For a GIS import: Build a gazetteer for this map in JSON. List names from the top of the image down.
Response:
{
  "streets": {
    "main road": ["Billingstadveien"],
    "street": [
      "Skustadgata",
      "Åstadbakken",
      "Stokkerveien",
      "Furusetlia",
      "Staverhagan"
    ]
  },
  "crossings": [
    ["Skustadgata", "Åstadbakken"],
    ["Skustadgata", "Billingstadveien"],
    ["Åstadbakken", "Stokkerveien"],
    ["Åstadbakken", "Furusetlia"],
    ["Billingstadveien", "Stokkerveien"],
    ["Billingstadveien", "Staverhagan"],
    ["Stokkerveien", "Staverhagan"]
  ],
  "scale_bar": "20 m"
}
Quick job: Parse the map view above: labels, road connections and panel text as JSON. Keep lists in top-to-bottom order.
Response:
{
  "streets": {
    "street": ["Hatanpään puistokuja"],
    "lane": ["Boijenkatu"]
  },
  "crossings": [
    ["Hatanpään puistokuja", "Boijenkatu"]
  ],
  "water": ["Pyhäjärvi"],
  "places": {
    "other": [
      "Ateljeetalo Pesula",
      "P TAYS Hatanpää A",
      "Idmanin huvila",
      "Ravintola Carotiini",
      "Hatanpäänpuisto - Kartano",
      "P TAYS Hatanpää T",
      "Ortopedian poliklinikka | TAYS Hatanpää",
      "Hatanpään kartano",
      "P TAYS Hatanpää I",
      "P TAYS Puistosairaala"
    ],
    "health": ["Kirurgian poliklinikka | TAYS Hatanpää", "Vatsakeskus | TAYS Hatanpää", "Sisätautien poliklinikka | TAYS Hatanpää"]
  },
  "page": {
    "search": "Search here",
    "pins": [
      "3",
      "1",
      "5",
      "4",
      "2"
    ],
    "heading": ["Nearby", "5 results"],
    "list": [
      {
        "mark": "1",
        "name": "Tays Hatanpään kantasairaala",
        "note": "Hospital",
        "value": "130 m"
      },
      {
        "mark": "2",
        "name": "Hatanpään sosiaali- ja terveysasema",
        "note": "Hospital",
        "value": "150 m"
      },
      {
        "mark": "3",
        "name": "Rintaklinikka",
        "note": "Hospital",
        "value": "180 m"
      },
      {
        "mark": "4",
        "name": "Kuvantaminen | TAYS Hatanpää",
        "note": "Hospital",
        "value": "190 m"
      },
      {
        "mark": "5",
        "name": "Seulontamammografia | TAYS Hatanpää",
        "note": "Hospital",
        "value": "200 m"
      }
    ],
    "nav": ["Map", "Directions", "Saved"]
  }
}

....................

WHAT IS NEEDED ▸
From the listing, copy each line containing the word "Boijenkatu".

RESULT FOR THIS EXERCISE ▸
    "lane": ["Boijenkatu"]
    ["Hatanpään puistokuja", "Boijenkatu"]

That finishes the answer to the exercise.